Page MenuHomePhabricator

Create custom instance flavor for Dumps project
Closed, ResolvedPublic

Description

I am going to have to reduce the usage of NFS (see T134148 for related issues) on the Dumps project. For that to happen, I will need to have a custom instance flavor that provides more storage space on /srv. Here are the specifications:

  • Storage: 500 GB
  • RAM: 2 GB
  • CPU: 1

The space used on the storage should be less than 10 GB most of the time, but when datasets are actually being archived, it can go up to 300 GB or even more. Having 500 GB storage space would provide us with sufficient room for holding the files temporarily.

Event Timeline

Hydriz created this task.Mar 8 2017, 10:48 AM
Restricted Application added a subscriber: Aklapper. · View Herald TranscriptMar 8 2017, 10:48 AM
bd808 moved this task from Triage to Backlog on the Cloud-Services board.Mar 26 2017, 9:00 PM
Hydriz added a subscriber: Andrew.May 14 2017, 10:35 AM
Harej added a subscriber: Harej.Mar 5 2018, 11:25 PM

I am treating this as a quota increase request. I am not sure that we want to have a general purpose 500 GB instance that can be deployed on demand. (And as with T95731 I think the solution long-term is going to be detachable block storage.)

Related - T174468.

I have managed to reduce the disk usage to less than 500G. However, the original problem still stands where the dumps project may have a very high utilization of disk space during certain periods of time which may negatively affect other CloudVPS projects. Is it possible for a separate labstore volume to be created just for the dumps project?

If the higher usage is periodic, I want to encourage setting up automatic clean up jobs after the dumps are processed. I'm inclined to decline this request since high disk usage is sporadic, and it's been over a year since it was filed.

If the higher usage is periodic, I want to encourage setting up automatic clean up jobs after the dumps are processed

I might have missed something, but this is not something that clean up would help. It's about transferring bigger datasets which are only produced occasionally. Clearly they can be split down in smaller pieces, but to do so we might end up increasing the usage of resources (download something, write it, read it, process and split it, write again, move elsewhere etc.).
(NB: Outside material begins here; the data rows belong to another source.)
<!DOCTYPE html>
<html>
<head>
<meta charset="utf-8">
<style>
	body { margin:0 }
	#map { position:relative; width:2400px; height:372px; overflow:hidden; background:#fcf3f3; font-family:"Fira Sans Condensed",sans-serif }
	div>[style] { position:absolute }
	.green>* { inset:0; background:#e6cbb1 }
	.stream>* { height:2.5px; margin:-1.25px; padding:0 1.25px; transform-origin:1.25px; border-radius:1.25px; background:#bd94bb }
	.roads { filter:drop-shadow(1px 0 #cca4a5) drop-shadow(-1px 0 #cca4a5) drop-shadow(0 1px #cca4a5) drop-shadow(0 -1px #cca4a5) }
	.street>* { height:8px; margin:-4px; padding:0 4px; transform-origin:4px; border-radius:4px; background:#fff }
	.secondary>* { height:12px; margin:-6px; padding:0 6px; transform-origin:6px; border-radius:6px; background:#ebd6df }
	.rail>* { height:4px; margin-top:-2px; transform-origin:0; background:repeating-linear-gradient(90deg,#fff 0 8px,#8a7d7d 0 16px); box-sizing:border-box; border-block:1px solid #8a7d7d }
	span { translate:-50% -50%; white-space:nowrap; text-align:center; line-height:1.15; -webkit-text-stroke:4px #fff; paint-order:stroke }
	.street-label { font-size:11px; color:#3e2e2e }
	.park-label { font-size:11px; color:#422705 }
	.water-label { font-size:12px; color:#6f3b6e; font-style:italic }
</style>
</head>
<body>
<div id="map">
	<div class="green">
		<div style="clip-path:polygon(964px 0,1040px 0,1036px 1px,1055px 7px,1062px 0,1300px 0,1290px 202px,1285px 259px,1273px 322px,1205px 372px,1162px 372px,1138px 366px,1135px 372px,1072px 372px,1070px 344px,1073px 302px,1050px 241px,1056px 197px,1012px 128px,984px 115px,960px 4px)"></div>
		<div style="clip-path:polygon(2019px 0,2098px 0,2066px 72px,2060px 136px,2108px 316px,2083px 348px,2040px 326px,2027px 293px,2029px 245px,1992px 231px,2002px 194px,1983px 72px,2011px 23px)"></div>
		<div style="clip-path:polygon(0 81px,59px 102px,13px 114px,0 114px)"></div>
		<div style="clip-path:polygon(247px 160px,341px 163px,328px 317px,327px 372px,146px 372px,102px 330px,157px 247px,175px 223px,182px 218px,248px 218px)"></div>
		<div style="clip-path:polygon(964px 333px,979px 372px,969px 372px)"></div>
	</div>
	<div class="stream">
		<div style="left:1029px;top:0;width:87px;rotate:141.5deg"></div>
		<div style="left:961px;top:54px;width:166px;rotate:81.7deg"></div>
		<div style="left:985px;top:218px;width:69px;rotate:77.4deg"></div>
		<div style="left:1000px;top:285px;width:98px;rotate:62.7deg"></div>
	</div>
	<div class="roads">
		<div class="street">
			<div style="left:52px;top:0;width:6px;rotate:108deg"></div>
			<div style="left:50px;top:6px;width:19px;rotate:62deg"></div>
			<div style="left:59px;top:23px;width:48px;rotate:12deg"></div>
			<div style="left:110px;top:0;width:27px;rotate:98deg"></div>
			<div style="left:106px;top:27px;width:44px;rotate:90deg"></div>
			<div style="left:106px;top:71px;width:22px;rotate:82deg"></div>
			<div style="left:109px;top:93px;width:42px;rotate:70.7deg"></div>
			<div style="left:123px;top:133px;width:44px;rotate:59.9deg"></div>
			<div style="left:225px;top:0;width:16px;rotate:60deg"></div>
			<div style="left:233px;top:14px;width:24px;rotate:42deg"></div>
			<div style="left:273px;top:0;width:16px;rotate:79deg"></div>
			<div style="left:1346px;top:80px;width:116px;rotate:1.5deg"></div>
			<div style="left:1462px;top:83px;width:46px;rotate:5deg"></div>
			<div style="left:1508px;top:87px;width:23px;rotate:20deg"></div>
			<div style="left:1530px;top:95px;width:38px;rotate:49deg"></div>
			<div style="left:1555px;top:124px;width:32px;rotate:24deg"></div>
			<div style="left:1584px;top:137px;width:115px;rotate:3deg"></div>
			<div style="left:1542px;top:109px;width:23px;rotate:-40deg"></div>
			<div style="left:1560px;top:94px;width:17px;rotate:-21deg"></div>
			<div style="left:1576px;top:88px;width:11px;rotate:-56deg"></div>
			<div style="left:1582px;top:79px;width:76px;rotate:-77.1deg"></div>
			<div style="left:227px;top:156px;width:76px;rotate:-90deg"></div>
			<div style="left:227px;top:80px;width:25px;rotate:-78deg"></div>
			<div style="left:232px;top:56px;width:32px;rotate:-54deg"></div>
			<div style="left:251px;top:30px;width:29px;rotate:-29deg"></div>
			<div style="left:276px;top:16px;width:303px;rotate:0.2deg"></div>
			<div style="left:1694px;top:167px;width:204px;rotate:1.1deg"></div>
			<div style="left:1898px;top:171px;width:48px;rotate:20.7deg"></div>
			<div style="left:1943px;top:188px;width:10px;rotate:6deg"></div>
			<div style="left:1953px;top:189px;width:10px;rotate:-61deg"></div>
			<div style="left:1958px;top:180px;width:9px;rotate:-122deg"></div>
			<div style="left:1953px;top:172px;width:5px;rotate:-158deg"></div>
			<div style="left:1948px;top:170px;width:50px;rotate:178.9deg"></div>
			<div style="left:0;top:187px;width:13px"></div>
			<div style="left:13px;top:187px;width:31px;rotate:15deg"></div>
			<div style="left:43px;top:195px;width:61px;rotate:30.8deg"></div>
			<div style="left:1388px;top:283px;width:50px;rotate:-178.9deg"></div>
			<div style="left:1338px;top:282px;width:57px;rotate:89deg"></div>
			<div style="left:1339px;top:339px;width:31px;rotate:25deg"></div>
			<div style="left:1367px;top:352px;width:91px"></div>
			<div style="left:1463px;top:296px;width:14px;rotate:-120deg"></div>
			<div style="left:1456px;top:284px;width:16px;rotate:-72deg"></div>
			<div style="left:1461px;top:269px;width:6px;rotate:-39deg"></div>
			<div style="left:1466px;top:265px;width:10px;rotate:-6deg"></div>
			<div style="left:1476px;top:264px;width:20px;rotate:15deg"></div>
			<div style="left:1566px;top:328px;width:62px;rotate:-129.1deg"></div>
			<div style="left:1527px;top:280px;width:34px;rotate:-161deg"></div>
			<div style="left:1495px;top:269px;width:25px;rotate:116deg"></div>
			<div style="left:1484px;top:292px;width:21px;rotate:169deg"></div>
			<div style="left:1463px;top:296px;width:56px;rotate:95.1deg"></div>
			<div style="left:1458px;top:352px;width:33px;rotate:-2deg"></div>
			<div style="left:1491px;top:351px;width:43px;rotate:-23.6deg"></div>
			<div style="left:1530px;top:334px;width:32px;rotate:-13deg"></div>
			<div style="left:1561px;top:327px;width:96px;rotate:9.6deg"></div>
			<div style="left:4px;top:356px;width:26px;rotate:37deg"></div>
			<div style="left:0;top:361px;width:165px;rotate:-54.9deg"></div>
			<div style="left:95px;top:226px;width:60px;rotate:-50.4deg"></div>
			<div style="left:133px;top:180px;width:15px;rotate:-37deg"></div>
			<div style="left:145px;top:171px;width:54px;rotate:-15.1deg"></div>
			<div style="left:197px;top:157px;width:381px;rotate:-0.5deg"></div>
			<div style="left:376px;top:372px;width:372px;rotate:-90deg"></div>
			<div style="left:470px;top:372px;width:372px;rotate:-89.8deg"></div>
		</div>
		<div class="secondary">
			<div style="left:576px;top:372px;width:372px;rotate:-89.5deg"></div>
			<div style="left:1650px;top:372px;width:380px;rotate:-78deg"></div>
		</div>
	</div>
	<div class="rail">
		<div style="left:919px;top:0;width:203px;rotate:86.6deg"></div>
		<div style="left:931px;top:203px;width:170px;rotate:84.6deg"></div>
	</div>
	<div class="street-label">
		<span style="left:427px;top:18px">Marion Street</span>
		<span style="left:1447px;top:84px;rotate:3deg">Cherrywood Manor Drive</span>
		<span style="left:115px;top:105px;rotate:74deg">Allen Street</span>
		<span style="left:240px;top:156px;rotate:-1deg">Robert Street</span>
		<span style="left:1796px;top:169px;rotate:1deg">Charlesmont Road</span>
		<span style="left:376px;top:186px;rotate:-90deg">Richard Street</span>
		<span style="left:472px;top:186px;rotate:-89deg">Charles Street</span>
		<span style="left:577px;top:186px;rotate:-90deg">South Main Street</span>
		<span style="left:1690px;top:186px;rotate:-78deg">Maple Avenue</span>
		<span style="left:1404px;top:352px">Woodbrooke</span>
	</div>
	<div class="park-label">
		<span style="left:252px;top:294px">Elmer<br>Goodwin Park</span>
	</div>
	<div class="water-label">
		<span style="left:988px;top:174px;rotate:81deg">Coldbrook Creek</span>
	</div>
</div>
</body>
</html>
If the higher usage is periodic, I want to encourage setting up automatic clean up jobs after the dumps are processed

I might have missed something, but this is not something that clean up would help. It's about transferring bigger datasets which are only produced occasionally. Clearly they can be split down in smaller pieces, but to do so we might end up increasing the usage of resources (download something, write it, read it, process and split it, write again, move elsewhere etc.).

Hi @Nemo_bis, I'm not sure I understand fully what you mean by "transferring bigger datasets" and "split down in smaller pieces". Could you elaborate what your flow looks like, how big are the datasets being downloaded/generated, and for how long you need to store them in the dumps project?

Nemo_bis added a comment.EditedMar 13 2018, 11:19 PM

Hi @Nemo_bis, I'm not sure I understand fully what you mean by "transferring bigger datasets" and "split down in smaller pieces". Could you elaborate what your flow looks like, how big are the datasets being downloaded/generated, and for how long you need to store them in the dumps project?

Hi, I'm not currently running any archival project, but most of them involve: a phase where data is downloaded or copied from the source; a phase where data is repackaged, e.g. compressed in archives of suitable sizes; a phase where it's uploaded to the Internet Archive. Individual Internet Archive items generally should be under ~400 GB.

Of course, the slower each phase is (e.g. for I/O or bandwidth limits), the longer will be the need to use disk space. Additionally, when the individual "package" of data was bigger than the available disk space, I often needed to download files to a location, then move them to another, then maybe uncompress and recompress the things in different places to avoid running out of disk space, then redo from scratch some downloads which had failed for lack of disk space, and so on. This often ended up creating a lot of additional I/O, compared to just writing everything in one place and then upload in one go.

Due to ongoing restructuring of our cloud setup, I'm reluctant to allocate new giant VMs right before I have to move them :) Can you ping me on this ticket (maybe in late August/early September) and/or when you have an urgent need to process a big job?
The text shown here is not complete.